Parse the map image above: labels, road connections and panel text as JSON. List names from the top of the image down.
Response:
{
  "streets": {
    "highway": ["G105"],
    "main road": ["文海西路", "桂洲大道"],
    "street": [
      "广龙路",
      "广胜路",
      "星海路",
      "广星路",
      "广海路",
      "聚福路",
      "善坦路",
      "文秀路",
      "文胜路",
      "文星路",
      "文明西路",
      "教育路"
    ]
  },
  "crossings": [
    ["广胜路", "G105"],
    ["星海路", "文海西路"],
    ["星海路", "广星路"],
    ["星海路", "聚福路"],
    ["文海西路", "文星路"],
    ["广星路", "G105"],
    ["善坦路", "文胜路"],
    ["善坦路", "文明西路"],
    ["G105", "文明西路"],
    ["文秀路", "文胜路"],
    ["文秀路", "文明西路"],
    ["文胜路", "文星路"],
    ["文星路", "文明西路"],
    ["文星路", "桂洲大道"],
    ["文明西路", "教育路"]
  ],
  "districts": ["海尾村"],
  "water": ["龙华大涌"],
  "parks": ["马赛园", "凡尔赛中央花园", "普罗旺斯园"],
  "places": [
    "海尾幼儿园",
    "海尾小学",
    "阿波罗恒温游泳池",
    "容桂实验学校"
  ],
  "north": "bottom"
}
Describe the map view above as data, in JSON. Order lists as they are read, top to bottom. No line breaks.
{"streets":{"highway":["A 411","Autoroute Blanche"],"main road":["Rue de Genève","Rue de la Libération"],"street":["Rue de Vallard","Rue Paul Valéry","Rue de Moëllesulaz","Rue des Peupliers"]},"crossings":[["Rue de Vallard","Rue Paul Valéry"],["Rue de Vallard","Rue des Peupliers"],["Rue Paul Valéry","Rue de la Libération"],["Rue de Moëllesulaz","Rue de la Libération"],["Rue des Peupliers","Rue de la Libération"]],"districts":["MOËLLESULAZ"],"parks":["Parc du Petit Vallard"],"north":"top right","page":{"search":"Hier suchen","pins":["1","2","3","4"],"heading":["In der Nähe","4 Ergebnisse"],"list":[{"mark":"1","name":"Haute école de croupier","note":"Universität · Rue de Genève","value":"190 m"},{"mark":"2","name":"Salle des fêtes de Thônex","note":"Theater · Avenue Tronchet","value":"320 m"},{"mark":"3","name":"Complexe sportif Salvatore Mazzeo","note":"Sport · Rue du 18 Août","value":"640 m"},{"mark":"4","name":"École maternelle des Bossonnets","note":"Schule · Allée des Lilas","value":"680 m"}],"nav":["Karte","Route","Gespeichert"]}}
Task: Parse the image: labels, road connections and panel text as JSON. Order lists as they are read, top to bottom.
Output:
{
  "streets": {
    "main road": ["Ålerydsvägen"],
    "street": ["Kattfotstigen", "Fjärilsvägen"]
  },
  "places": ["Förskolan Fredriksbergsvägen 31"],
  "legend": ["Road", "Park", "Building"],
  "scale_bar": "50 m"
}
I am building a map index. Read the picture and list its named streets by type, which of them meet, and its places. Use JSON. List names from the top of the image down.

■ **TASK TO CARRY OUT**: State how many lines contain the word "from" across the listing, and give no other text.

■ **SOLUTION TO THIS PROBLEM**: 2